● Records to use:
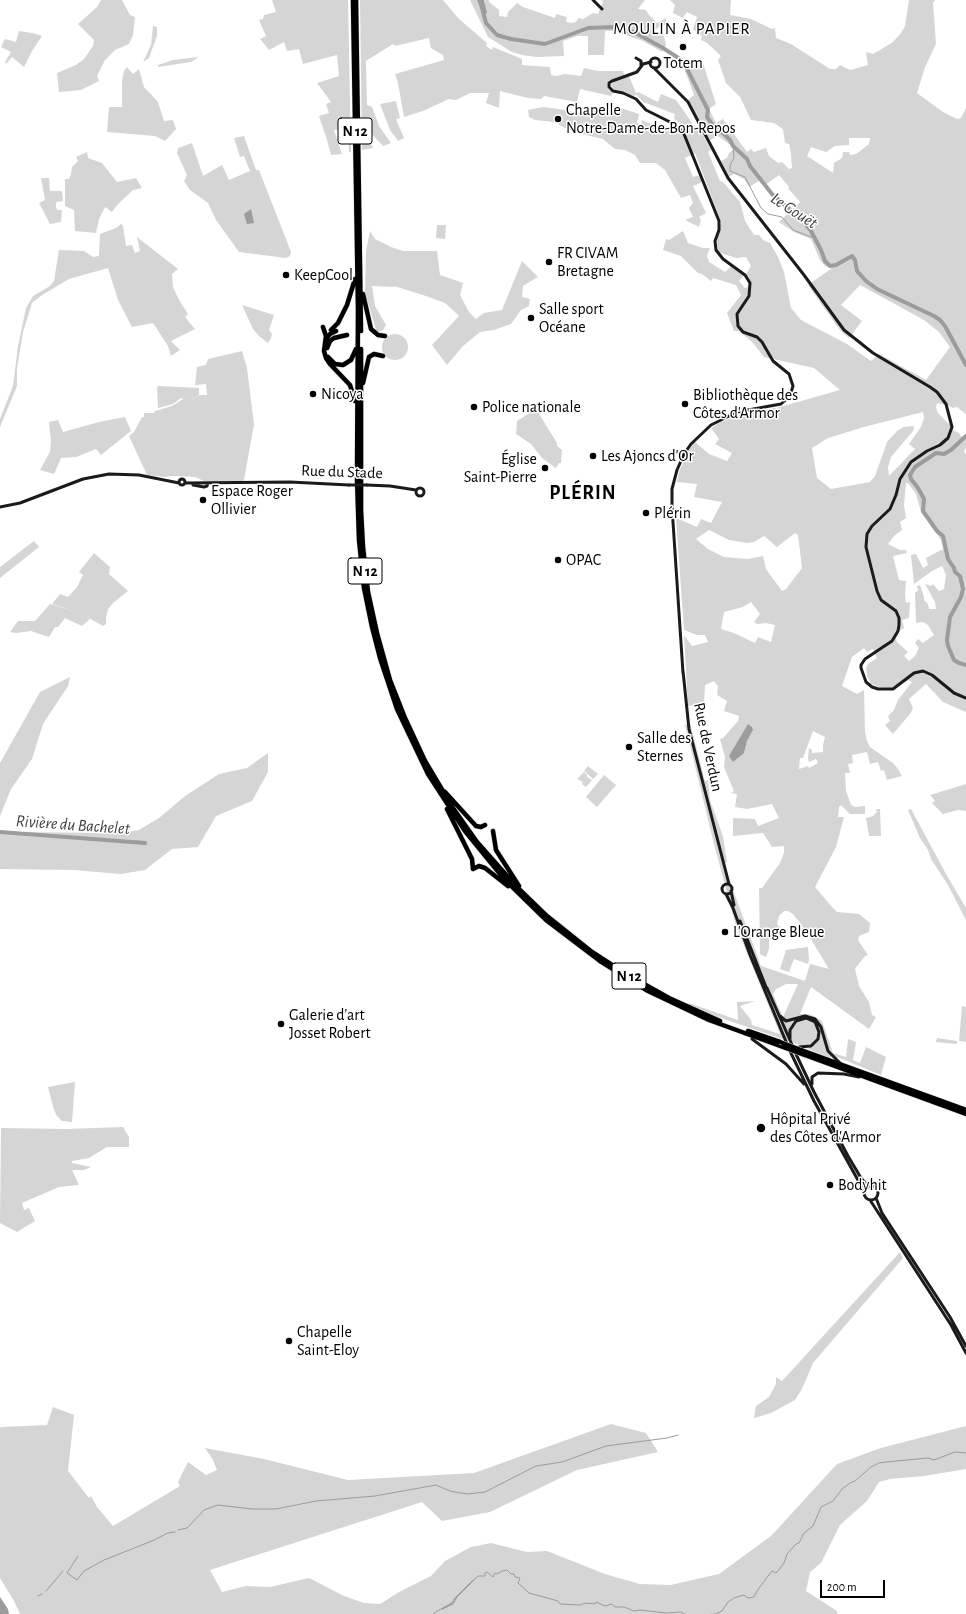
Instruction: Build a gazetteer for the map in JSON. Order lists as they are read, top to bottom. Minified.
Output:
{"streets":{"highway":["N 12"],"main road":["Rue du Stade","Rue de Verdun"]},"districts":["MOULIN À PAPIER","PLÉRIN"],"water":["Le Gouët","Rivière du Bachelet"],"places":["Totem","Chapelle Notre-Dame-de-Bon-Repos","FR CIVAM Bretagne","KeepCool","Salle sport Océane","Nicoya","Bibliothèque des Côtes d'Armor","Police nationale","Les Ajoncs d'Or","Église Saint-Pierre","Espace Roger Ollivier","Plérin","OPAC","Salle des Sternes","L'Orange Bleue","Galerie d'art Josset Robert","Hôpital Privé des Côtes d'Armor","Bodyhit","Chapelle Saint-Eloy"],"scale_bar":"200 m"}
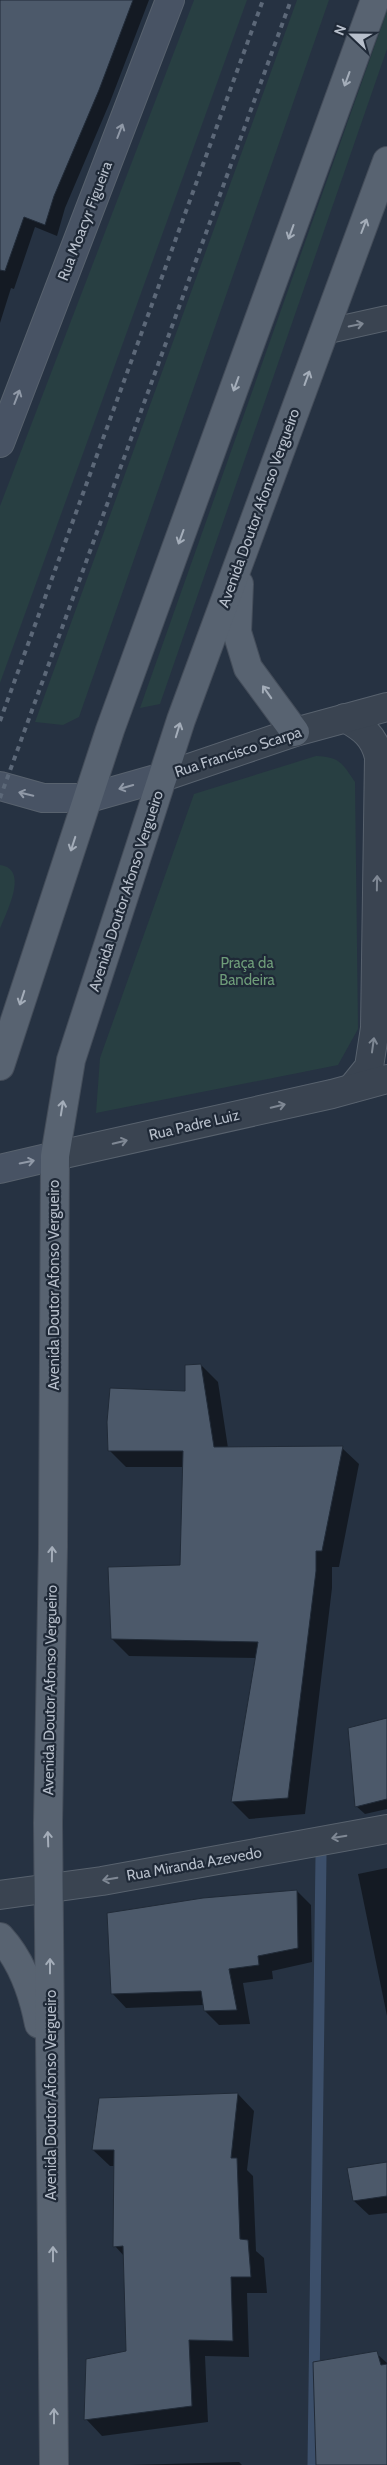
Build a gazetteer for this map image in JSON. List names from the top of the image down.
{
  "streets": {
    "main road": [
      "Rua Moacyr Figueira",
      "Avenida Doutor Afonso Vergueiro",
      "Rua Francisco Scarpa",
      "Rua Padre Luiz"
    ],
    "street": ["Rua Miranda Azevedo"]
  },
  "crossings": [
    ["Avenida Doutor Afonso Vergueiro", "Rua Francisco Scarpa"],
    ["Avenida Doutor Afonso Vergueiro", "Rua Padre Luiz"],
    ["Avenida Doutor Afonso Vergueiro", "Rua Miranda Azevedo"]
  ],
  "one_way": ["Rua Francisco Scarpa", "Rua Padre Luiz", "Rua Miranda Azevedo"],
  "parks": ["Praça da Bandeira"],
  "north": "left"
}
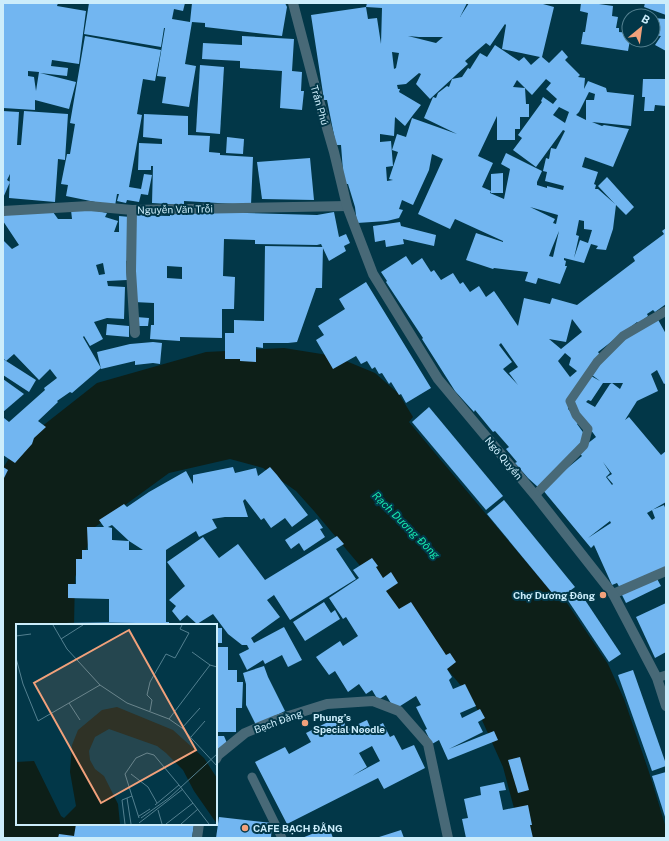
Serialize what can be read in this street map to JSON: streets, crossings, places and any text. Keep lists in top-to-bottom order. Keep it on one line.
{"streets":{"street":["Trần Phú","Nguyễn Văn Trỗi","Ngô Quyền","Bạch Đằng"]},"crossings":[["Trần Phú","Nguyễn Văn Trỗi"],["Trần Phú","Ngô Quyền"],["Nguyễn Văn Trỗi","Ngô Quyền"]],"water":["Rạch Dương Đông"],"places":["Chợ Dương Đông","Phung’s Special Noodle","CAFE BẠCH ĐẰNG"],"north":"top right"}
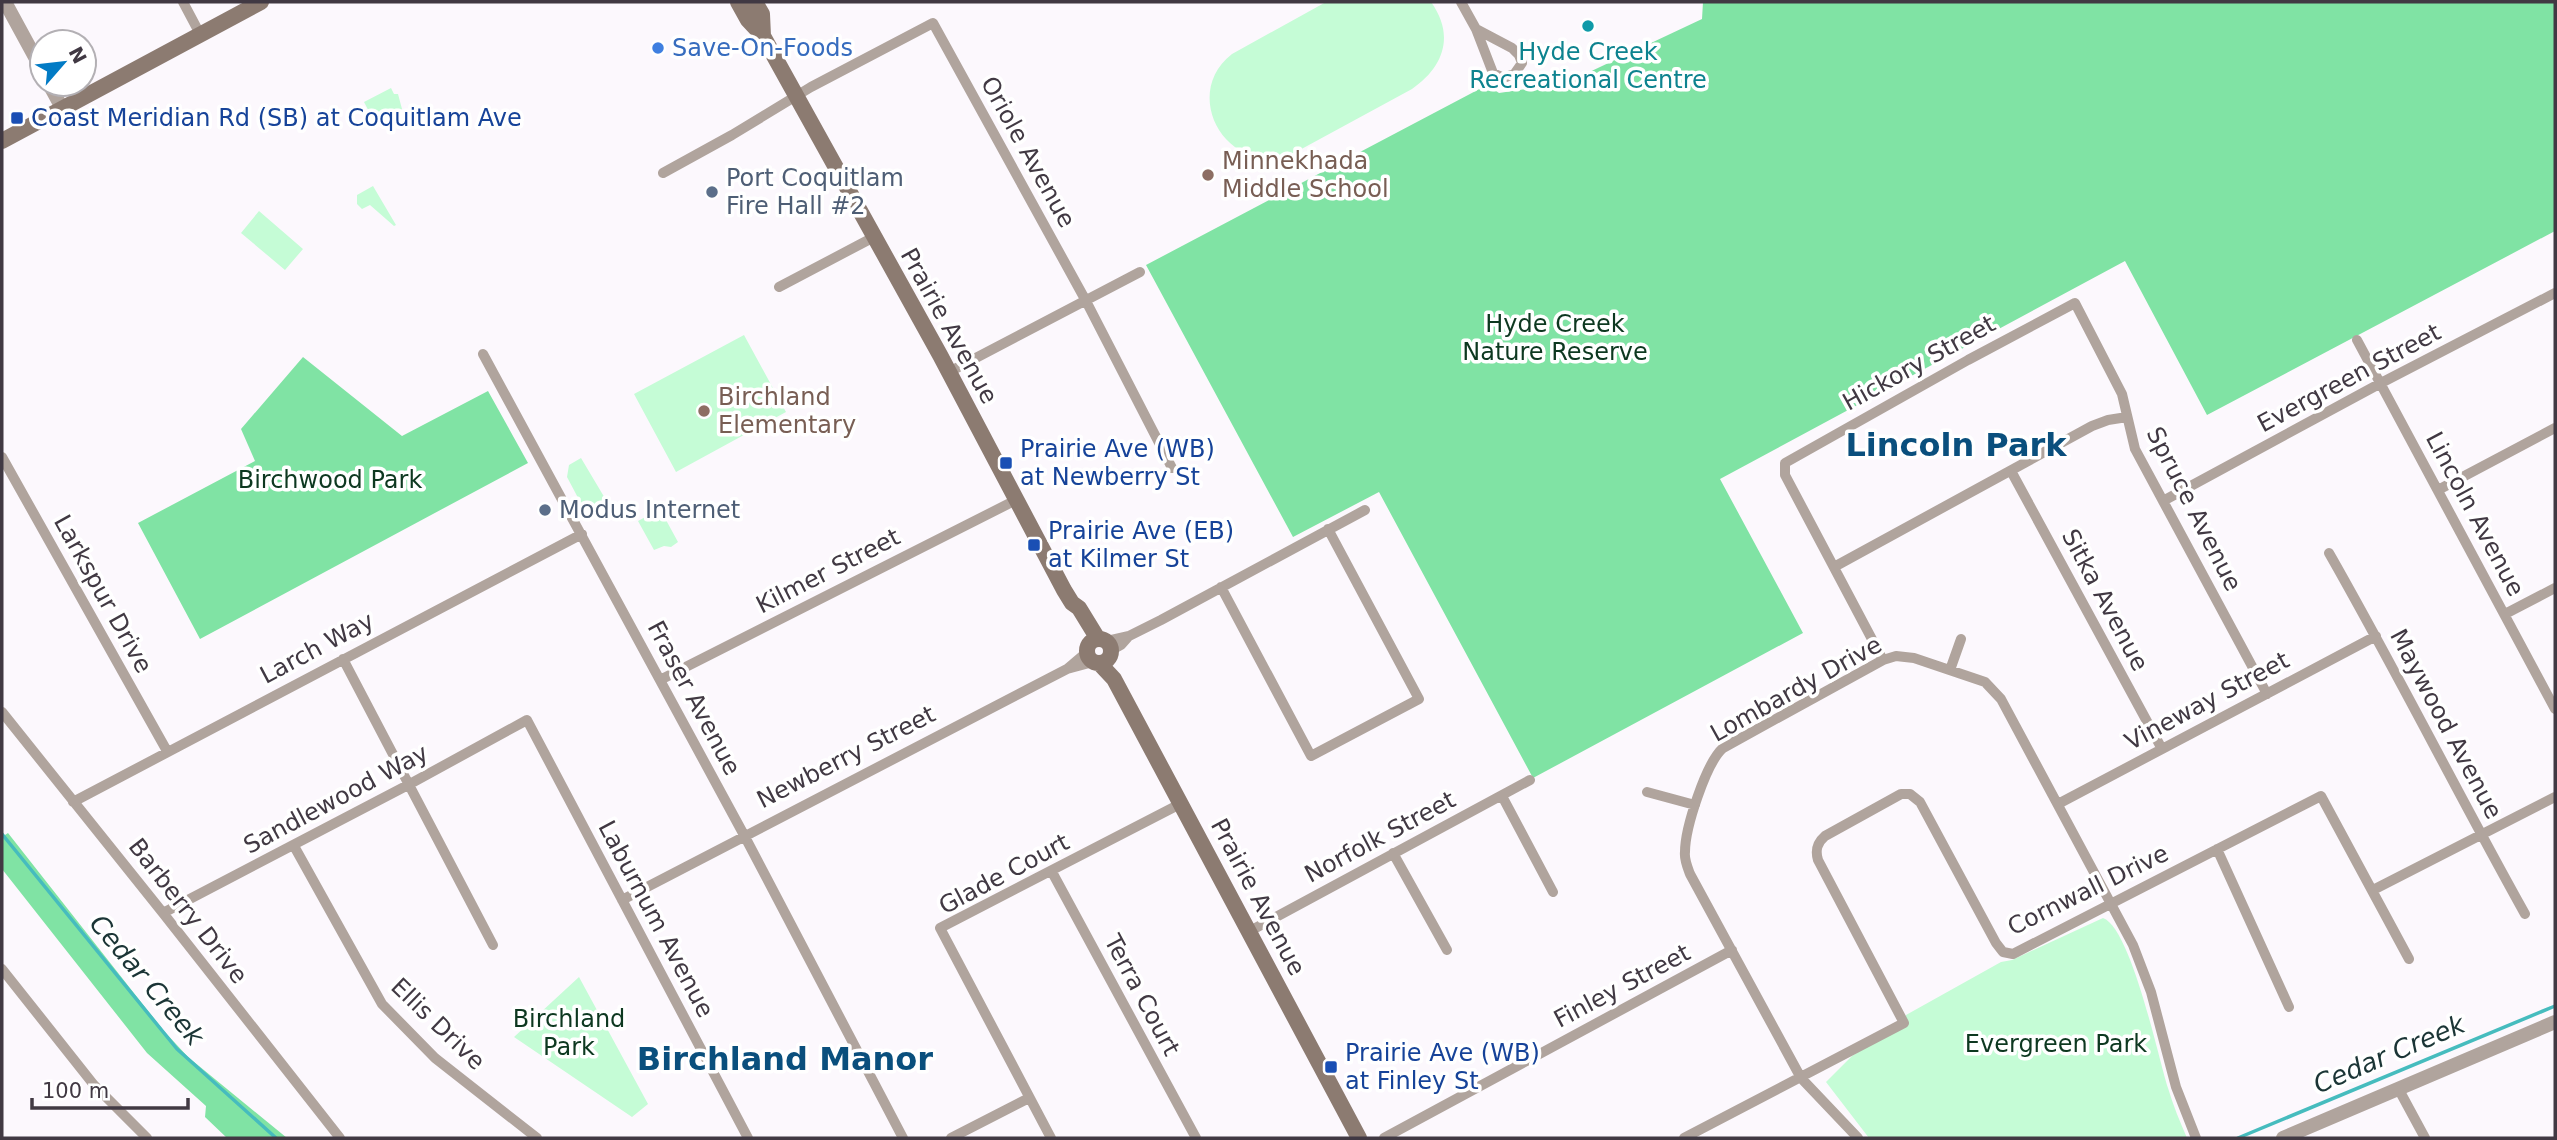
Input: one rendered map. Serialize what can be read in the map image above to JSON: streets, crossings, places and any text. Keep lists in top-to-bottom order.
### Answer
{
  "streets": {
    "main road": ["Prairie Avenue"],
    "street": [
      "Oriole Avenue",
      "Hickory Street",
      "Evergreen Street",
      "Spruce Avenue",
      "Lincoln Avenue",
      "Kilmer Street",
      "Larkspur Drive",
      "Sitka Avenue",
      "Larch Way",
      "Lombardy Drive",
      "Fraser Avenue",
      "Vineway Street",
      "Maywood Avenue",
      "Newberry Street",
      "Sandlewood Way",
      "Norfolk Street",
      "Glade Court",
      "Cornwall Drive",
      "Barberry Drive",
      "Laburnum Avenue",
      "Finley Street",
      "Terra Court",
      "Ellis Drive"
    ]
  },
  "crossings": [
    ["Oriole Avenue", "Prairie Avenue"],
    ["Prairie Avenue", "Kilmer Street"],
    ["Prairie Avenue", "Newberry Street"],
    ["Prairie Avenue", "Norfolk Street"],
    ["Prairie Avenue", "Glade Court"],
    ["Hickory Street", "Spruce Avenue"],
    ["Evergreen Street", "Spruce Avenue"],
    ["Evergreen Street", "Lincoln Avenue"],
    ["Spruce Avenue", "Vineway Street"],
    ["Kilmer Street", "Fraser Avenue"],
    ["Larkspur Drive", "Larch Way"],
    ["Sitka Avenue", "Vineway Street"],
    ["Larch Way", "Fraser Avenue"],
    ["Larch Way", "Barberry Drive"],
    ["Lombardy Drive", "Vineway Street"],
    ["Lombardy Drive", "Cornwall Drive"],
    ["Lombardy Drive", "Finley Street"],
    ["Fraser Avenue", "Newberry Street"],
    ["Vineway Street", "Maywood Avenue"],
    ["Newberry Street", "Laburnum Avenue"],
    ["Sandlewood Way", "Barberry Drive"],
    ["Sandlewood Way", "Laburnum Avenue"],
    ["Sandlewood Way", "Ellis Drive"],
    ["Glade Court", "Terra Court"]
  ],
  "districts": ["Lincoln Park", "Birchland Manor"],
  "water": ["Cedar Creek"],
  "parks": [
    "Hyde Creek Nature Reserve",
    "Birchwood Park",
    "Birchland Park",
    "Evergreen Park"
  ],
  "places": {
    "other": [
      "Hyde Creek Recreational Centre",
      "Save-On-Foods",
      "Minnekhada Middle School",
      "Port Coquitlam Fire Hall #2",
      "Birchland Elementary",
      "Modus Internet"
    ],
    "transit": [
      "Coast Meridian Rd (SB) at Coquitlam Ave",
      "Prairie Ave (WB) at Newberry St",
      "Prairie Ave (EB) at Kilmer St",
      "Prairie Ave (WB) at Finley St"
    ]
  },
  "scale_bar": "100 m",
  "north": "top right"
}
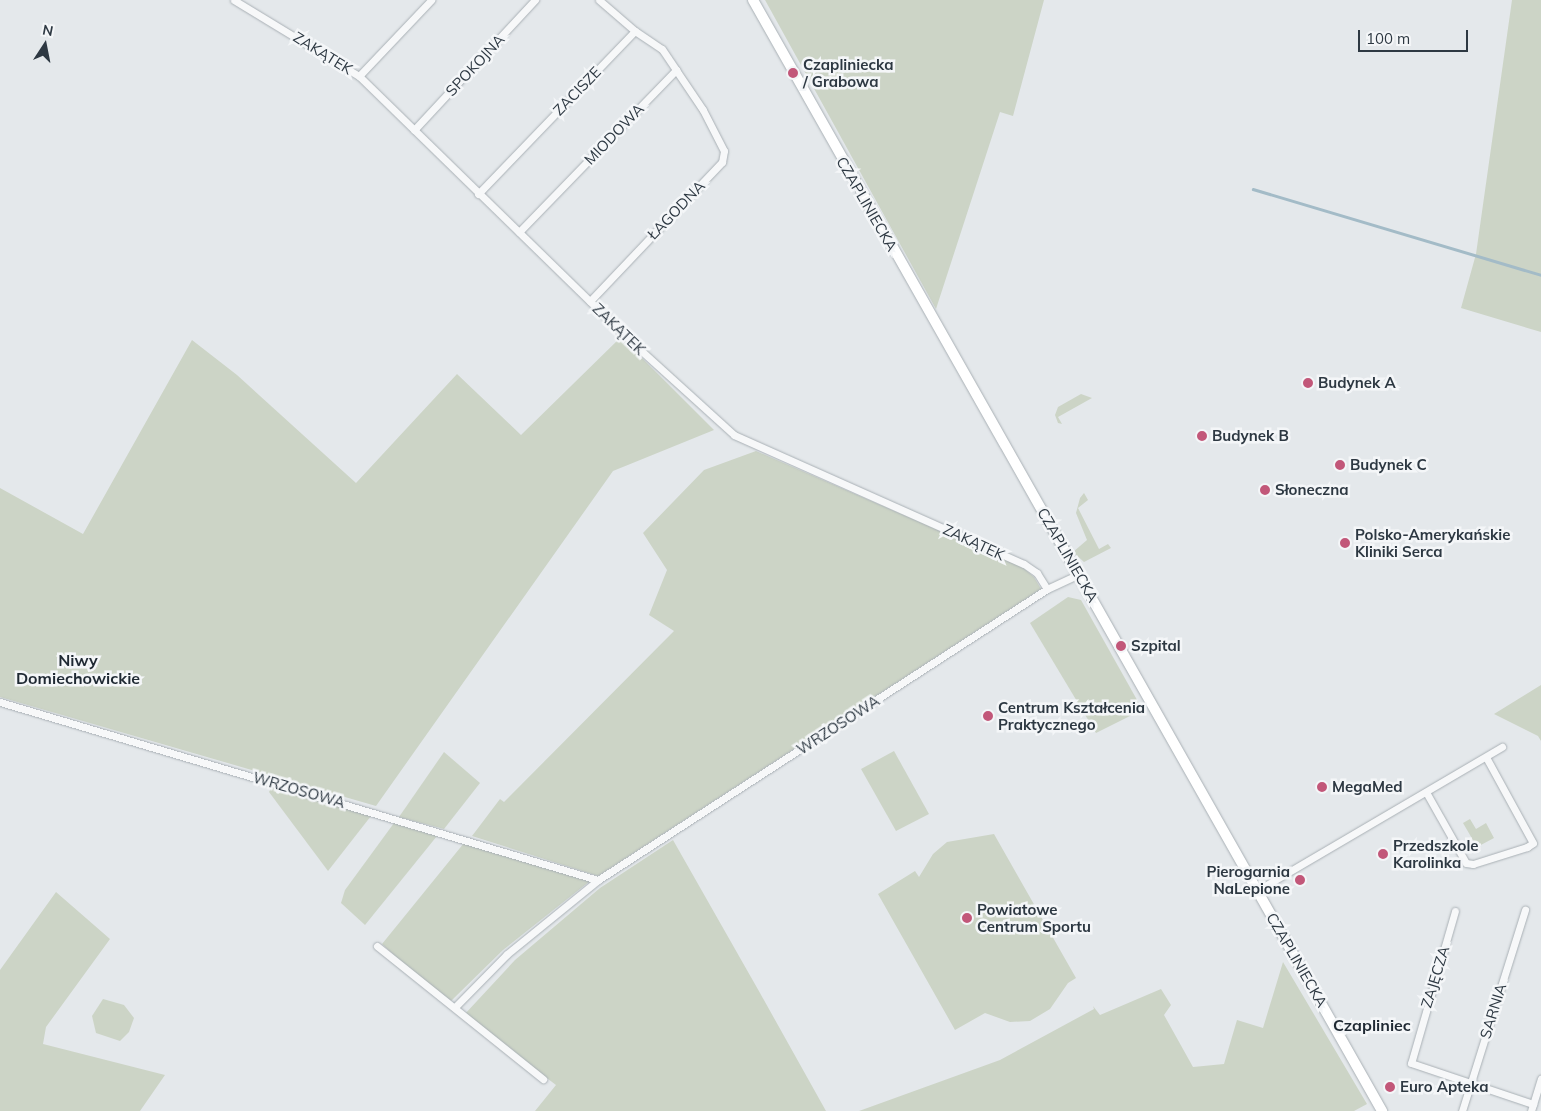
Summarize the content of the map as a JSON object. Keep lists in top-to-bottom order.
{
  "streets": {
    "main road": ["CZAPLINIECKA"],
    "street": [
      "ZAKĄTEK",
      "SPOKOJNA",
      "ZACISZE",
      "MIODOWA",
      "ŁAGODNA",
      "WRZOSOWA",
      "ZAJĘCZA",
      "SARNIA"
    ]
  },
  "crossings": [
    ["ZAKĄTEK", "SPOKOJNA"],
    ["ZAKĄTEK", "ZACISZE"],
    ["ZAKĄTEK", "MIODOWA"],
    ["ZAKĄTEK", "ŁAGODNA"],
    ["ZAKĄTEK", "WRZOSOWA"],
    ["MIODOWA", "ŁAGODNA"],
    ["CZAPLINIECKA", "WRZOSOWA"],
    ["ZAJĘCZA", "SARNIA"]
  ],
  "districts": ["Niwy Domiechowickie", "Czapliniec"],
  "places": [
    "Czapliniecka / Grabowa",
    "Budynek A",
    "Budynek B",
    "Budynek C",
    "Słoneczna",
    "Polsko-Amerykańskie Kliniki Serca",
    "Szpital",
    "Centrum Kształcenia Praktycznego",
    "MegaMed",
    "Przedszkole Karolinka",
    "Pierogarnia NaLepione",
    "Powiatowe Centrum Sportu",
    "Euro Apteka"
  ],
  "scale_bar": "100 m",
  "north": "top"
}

● Work to be completed: Of the lines above, copy only those from the one holding "Serialize what can be read in this" to the one holding "Input: one rendered", both included, and exclude every image.

● Answer section:
Serialize what can be read in this street map to JSON: streets, crossings, places and any text. Keep lists in top-to-bottom order. Keep it on one line.
{"streets":{"street":["Trần Phú","Nguyễn Văn Trỗi","Ngô Quyền","Bạch Đằng"]},"crossings":[["Trần Phú","Nguyễn Văn Trỗi"],["Trần Phú","Ngô Quyền"],["Nguyễn Văn Trỗi","Ngô Quyền"]],"water":["Rạch Dương Đông"],"places":["Chợ Dương Đông","Phung’s Special Noodle","CAFE BẠCH ĐẰNG"],"north":"top right"}
Input: one rendered map. Serialize what can be read in the map image above to JSON: streets, crossings, places and any text. Keep lists in top-to-bottom order.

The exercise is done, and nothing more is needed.